L'idea del "popolo peculiare" aveva un rilievo politico oltre che pastorale: facendo degli abitanti di Roma l'oggetto di una particolare protezione da parte del principe degli apostoli, li distingueva dagli altri sudditi dell'Impero bizantino e li legava al papa, che diveniva loro rappresentante e difensore in quanto successore e vicario dell'apostolo.

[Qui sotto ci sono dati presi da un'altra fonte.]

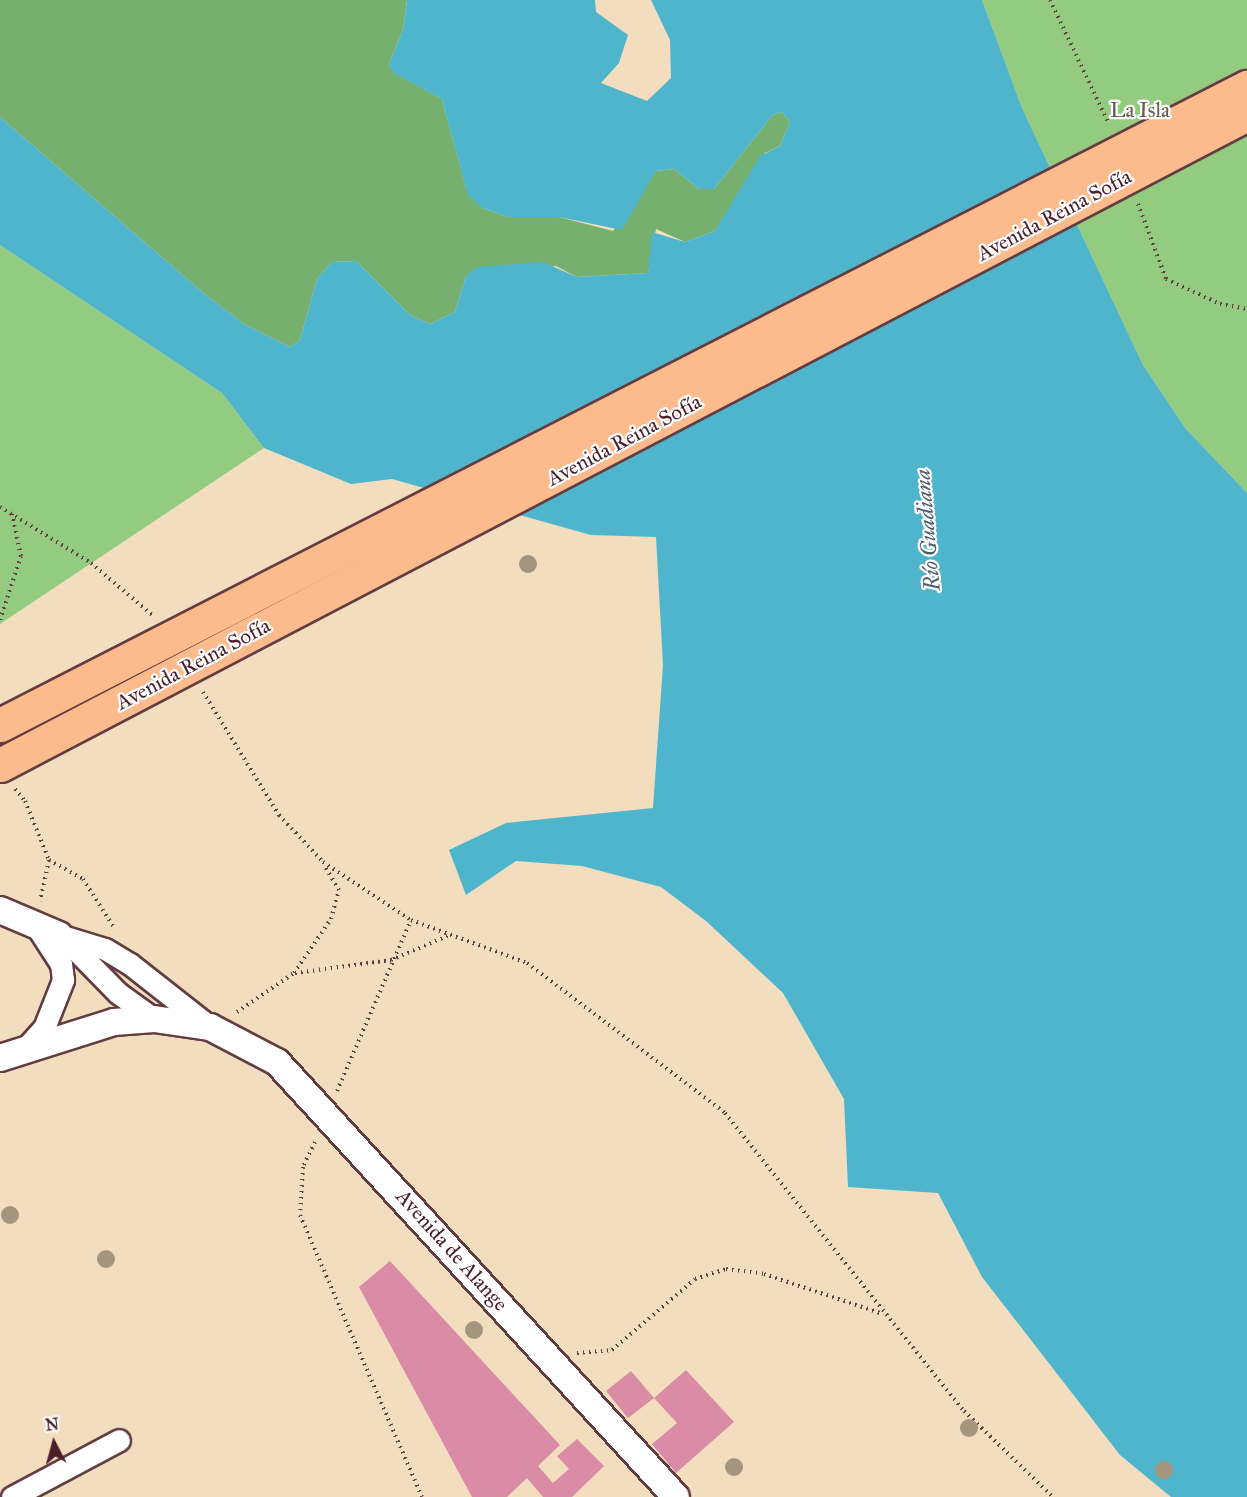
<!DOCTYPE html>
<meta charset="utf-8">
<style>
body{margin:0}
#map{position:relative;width:1247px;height:1497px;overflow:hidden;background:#f2debf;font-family:"IM FELL Great Primer",serif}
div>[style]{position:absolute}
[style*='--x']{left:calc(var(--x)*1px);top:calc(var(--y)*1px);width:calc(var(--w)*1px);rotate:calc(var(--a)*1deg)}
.green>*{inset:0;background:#93cc80}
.forest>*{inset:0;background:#76b06e}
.water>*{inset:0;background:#4fb5cd}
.building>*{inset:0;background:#da8ca7}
.path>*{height:4px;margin-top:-2px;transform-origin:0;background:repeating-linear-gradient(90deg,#633c41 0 1.5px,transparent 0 6px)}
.roads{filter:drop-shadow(2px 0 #633c41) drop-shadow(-2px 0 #633c41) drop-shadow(0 2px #633c41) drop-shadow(0 -2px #633c41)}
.minor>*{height:21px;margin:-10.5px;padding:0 10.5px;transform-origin:10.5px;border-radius:10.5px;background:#fff}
.tertiary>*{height:26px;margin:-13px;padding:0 13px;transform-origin:13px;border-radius:13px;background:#fff}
.bridges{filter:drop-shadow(2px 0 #633c41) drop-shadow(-2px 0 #633c41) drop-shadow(0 2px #633c41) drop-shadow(0 -2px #633c41)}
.trunk-bridge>*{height:33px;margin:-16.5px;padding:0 16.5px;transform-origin:16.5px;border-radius:16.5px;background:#fbbb8d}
.trees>*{width:18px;height:18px;margin:-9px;border-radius:50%;background:#a4967e}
span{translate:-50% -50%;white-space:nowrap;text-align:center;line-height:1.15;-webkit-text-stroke:4.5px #fff;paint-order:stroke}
.park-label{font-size:21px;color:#645c49}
.street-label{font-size:21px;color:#4a1f2b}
.water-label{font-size:22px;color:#4c5b6c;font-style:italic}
.north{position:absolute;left:24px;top:1413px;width:60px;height:60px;-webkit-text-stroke:4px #fff;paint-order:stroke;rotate:354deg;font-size:16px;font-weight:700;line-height:24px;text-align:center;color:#4a1f2b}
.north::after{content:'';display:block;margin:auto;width:21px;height:27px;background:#4a1f2b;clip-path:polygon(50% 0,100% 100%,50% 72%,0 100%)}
</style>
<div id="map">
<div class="green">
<i style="clip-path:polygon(982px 0,1247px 0,1247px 493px,1186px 429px,1143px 365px,1022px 108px)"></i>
<i style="clip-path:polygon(0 245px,222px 393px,264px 448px,0 624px)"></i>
</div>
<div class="forest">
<i style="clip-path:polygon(0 0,407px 0,403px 30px,389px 64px,393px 72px,442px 99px,466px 187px,482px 208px,508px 217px,559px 217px,613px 231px,656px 171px,674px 169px,699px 189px,714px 189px,773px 115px,782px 112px,790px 122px,780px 146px,765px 153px,715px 231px,685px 242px,656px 229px,648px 273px,577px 277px,556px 266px,466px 276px,455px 312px,430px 324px,410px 315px,356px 261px,332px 262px,317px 279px,300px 340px,290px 347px,244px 324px,202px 292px,0 117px)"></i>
</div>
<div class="water">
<i style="clip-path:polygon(407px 0,595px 0,596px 12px,628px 35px,619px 63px,601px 83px,647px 101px,671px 78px,670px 40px,651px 0,982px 0,1022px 108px,1143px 365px,1186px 429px,1247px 493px,1247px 1497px,1171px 1497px,1120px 1455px,982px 1277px,938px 1193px,848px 1187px,844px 1099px,783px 993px,706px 921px,661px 887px,582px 866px,516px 861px,466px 895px,449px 850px,506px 823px,653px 808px,663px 665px,656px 537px,591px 535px,392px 479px,351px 484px,264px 448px,222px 393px,0 245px,0 117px,202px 292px,244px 324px,290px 347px,300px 340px,317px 279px,332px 262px,356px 261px,410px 315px,430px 324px,455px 312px,466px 276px,477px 267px,543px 262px,577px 277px,648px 273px,652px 232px,685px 242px,715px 231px,760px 156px,780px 146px,790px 122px,782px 112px,773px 115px,714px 189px,699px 189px,674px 169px,656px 171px,622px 230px,559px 217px,508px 217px,482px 208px,468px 195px,442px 99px,392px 72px,389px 64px,403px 30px)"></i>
</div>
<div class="building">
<i style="clip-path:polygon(390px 1261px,560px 1445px,538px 1466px,553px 1483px,569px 1469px,557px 1456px,577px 1439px,604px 1466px,572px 1497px,543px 1497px,527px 1478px,507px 1497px,472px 1497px,359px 1287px)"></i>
<i style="clip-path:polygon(686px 1370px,734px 1422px,676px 1473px,652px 1444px,677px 1423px,654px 1398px)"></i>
<i style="clip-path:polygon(631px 1371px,654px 1398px,628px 1418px,606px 1391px)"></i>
</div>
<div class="path">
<i style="--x:1050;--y:0;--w:137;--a:64.6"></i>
<i style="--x:1138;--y:204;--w:80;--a:69.5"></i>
<i style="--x:1166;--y:279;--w:60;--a:24.8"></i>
<i style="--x:1220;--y:304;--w:27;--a:10"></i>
<i style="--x:0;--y:507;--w:107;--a:31.6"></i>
<i style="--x:91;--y:563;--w:80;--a:40.4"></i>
<i style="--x:0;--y:620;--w:67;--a:-71.8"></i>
<i style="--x:21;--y:556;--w:43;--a:-102.1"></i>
<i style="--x:203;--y:692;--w:145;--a:58.3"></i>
<i style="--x:279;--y:815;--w:64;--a:46.9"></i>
<i style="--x:323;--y:862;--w:105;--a:33.4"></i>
<i style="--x:411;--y:920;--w:124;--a:20.3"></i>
<i style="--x:527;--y:963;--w:248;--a:37.1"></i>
<i style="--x:725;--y:1113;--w:382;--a:51.3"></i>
<i style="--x:964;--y:1411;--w:124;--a:44"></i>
<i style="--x:15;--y:789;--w:16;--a:50"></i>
<i style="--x:25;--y:801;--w:64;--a:67.9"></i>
<i style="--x:49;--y:860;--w:42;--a:102.4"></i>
<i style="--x:49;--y:860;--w:39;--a:29"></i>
<i style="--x:83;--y:879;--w:59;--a:57.4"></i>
<i style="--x:295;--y:973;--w:97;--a:-7.7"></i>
<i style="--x:391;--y:960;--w:64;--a:-23"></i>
<i style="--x:237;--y:1012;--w:69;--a:-34.4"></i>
<i style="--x:294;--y:973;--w:65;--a:-55.6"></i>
<i style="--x:331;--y:919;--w:30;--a:-75"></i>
<i style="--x:339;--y:890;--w:29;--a:-121"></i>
<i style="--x:337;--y:1091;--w:186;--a:-66.6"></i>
<i style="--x:315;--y:1142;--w:28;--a:116"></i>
<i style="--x:303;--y:1167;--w:48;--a:93.6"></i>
<i style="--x:300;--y:1215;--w:307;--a:66.6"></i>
<i style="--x:577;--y:1353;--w:35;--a:-5"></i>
<i style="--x:612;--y:1350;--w:109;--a:-40.5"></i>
<i style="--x:695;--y:1279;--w:33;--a:-18"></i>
<i style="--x:726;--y:1269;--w:38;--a:7"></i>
<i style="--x:764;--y:1274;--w:126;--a:18.6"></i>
</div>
<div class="roads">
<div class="minor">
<i style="--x:59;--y:935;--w:48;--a:16.9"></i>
<i style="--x:105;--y:949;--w:29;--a:31"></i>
<i style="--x:130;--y:964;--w:102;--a:38.2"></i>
<i style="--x:67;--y:941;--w:73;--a:45.6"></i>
<i style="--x:118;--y:993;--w:44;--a:35.8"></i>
<i style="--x:23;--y:1051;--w:31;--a:-48"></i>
<i style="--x:44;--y:1028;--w:52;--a:-68.4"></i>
<i style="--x:63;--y:980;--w:16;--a:-97"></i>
<i style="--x:61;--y:964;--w:48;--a:-123"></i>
<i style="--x:12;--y:1497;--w:121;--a:-28"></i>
</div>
<div class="tertiary">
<i style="--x:0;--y:910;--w:64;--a:23"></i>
<i style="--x:0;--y:1058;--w:120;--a:-17.5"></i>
<i style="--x:114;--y:1022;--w:40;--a:-4.3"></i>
<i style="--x:154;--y:1019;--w:57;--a:8.1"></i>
<i style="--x:210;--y:1027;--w:76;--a:27.6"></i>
<i style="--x:277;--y:1062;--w:590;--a:47.47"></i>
</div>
</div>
<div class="bridges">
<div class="trunk-bridge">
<i style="--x:0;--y:725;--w:1401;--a:-27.1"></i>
<i style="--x:0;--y:765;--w:1407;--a:-27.57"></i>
</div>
</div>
<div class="trees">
<i style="left:528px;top:564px"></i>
<i style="left:10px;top:1215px"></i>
<i style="left:106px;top:1259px"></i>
<i style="left:474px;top:1330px"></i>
<i style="left:969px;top:1428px"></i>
<i style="left:734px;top:1467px"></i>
<i style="left:1164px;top:1470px"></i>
</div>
<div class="park-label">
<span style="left:1140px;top:110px">La Isla</span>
</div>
<div class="street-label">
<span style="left:1054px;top:215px;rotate:-28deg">Avenida Reina Sofía</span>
<span style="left:624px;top:440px;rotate:-28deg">Avenida Reina Sofía</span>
<span style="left:193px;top:664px;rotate:-28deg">Avenida Reina Sofía</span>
<span style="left:452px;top:1250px;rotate:48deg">Avenida de Alange</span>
</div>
<div class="water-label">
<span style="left:927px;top:530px;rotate:-95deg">Río Guadiana</span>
</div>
<div class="north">N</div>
</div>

La lettera papale contiene anche interessanti accenni alle risorse economiche del papato, che possedeva nel territorio laziale centri di organizzazione e raccolta della produzione agricola e riceveva dal territorio ravennate sussidi per le spese di assistenza ai poveri e di culto nelle basiliche romane - segno che in quelle province i suoi patrimoni non erano stati confiscati. Il papa lamentava invece che tali risorse della Chiesa venivano compromesse dall'aggressione dei Longobardi.

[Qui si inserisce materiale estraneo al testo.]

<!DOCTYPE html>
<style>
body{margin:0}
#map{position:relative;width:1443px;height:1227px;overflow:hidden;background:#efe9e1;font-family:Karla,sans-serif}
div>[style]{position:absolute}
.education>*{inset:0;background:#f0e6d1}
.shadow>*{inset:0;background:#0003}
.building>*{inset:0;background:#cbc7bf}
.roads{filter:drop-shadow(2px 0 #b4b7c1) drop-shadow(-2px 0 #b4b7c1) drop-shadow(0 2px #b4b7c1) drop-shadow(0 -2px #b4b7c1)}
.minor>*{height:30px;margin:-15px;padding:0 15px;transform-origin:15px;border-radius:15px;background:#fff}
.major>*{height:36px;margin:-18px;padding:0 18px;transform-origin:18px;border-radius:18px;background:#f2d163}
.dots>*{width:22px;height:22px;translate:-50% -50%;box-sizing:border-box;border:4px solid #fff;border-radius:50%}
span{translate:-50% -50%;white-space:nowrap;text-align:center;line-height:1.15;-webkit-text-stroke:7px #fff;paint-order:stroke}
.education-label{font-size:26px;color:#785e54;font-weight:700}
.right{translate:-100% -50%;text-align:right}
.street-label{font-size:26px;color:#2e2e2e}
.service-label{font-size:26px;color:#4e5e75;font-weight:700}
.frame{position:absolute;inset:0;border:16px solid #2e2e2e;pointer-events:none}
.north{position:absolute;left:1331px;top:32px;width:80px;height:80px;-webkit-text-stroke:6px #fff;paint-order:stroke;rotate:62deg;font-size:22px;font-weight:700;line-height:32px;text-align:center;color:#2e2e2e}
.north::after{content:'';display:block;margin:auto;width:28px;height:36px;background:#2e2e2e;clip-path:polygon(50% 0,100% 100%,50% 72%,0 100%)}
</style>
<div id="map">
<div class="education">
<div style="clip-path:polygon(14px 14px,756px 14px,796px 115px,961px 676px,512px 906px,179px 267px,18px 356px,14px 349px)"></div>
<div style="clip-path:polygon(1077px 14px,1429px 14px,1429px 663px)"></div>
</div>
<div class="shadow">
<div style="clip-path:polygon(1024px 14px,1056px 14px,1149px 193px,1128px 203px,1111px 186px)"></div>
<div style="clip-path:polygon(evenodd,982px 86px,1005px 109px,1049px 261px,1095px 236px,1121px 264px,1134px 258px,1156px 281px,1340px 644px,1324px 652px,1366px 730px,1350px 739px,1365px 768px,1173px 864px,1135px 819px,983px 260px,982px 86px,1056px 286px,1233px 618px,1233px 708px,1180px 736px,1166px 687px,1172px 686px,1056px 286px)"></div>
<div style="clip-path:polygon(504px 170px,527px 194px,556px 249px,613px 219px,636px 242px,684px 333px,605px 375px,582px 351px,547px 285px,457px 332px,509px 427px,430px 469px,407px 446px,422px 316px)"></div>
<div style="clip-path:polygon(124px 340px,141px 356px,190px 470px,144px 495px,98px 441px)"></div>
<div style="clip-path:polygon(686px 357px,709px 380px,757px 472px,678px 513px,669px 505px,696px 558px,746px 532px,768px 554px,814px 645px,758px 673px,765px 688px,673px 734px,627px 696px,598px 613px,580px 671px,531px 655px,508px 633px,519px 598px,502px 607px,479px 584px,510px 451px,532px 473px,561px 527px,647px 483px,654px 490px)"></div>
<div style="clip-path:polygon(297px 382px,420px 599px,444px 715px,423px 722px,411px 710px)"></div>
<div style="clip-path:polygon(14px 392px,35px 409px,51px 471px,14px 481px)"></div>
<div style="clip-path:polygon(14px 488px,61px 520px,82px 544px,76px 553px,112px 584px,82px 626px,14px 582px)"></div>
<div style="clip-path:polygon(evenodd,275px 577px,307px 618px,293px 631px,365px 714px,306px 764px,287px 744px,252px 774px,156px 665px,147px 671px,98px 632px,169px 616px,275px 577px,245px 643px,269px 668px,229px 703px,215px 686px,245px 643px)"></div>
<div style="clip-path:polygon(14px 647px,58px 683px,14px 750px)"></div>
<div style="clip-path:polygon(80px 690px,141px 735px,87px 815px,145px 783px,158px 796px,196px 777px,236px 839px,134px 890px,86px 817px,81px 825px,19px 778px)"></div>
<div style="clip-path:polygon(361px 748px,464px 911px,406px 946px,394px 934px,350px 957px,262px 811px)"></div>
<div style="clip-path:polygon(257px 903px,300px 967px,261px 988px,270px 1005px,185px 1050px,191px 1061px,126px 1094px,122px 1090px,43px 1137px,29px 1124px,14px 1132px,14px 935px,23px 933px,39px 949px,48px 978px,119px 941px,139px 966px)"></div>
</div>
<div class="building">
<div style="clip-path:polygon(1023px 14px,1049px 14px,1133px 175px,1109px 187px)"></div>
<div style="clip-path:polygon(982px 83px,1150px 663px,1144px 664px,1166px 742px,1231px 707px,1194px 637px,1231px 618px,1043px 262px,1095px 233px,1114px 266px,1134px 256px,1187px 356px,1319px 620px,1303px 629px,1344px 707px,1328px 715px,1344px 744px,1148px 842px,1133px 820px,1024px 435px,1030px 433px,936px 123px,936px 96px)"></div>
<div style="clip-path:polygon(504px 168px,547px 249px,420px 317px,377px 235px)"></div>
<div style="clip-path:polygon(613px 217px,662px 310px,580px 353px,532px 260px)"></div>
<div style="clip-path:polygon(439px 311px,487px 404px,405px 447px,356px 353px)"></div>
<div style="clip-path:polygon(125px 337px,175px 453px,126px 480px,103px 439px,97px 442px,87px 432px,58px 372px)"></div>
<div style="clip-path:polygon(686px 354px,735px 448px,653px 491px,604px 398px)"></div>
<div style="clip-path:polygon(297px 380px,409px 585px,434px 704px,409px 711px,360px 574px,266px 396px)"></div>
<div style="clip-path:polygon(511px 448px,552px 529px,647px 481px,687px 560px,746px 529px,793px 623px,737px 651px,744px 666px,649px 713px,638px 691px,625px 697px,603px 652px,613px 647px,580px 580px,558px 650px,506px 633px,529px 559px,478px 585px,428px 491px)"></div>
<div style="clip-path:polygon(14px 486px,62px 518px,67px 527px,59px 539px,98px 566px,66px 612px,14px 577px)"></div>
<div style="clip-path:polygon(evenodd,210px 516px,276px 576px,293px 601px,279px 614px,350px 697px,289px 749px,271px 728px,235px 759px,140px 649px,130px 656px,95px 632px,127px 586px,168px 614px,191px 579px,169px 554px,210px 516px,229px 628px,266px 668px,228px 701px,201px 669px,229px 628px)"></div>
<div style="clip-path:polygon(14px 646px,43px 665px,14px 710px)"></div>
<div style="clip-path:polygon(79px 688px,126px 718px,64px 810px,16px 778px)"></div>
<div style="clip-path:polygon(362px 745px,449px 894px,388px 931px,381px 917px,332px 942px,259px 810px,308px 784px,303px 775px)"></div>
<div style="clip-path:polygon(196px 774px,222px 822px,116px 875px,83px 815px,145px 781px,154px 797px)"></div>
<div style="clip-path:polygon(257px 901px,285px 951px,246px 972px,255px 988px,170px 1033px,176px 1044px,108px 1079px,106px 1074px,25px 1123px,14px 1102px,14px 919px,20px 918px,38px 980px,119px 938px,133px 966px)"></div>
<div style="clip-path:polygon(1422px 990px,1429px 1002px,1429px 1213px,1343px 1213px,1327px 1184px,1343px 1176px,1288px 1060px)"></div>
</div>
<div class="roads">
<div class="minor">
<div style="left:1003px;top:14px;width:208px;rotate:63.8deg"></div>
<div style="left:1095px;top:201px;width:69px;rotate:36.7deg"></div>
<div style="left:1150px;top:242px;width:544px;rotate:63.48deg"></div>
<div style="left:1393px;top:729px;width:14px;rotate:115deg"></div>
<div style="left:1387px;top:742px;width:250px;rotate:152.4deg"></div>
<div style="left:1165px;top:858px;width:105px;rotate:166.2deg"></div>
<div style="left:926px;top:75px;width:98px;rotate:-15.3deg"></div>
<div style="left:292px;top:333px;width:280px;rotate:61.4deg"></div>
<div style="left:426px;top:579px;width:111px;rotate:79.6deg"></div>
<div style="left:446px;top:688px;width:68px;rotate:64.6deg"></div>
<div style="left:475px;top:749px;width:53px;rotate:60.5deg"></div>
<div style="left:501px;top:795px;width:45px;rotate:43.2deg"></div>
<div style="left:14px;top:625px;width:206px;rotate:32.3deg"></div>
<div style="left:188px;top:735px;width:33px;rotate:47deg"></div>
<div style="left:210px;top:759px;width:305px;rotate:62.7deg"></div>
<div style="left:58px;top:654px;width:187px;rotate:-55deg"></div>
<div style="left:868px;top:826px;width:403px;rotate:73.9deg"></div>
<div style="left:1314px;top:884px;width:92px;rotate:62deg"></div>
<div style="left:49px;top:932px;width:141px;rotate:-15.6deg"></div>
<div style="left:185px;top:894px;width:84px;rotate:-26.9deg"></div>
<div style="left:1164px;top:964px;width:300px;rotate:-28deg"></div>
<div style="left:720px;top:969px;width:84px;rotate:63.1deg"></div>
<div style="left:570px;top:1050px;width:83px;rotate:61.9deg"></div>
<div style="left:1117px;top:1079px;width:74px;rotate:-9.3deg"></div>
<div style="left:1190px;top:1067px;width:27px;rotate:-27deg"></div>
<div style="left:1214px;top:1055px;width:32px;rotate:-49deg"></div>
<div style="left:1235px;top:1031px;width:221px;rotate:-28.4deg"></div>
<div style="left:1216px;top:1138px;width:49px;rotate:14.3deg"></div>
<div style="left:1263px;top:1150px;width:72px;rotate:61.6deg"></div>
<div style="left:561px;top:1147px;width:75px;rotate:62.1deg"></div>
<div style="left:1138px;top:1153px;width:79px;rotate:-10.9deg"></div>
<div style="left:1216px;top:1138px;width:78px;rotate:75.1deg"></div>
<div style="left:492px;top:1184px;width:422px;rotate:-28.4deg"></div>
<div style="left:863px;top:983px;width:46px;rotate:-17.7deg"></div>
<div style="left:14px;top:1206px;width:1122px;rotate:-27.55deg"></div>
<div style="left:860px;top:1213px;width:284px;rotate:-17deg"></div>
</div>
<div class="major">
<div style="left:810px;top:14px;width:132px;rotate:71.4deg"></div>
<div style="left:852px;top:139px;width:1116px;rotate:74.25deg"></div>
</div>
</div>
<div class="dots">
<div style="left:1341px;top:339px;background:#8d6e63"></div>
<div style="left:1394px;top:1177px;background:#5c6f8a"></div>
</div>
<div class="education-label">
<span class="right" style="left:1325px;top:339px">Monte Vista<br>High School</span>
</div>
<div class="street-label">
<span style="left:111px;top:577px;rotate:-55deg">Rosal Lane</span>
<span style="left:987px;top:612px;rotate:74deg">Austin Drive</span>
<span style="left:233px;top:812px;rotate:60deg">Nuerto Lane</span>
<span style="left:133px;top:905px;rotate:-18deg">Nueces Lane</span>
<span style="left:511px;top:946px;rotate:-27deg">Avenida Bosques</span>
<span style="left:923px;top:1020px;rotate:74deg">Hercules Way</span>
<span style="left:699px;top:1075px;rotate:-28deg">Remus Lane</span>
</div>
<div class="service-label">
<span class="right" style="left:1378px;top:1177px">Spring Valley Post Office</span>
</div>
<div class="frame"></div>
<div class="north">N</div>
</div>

Comunque, quando Liutprando tolse l'assedio, l'esercito romano riportò Trasmondo nel suo Ducato, di cui questi riprese il completo controllo nel dicembre del 739. Sembra che il duca promettesse al papa, in cambio dell'aiuto ricevuto, di recuperare i quattro castelli occupati dal re. Nel frattempo a Benevento veniva eletto il nuovo duca Godescalco, che aderiva anch'egli all'intesa col papa. G. insisteva dunque nella direttiva di creare un'intesa politica e militare tra gli eterogenei potentati dell'Italia centrale, egualmente ostili all'espansione dell'autorità del re longobardo, per compensare l'isolamento del Ducato romano, cui sembra che l'esarca non fosse in grado di portare alcun aiuto concreto. Contemporaneamente rinnovava l'appello ai Franchi, proponendo la difesa della Chiesa romana e del suo popolo peculiare come atto di devozione all'apostolo Pietro. Sembra però poco probabile la notizia riportata da alcune cronache franche dell'VIII secolo, secondo cui G. avrebbe progettato di sottrarsi alla sovranità dell'Impero bizantino offrendo a Carlo Martello il dominio temporale su Roma. G. non ebbe comunque il tempo di vedere i risultati della spregiudicata trama di alleanze che aveva tessuto.
Il duca Trasmondo non diede corso all'impegno assunto e Liutprando stava già preparando una nuova spedizione militare contro Roma, quando G. morì, il 28 novembre 741. Fu sepolto in S. Pietro nell'oratorio dedicato alla Vergine da lui stesso fatto costruire. La sua memoria liturgica viene celebrata il 10 dicembre.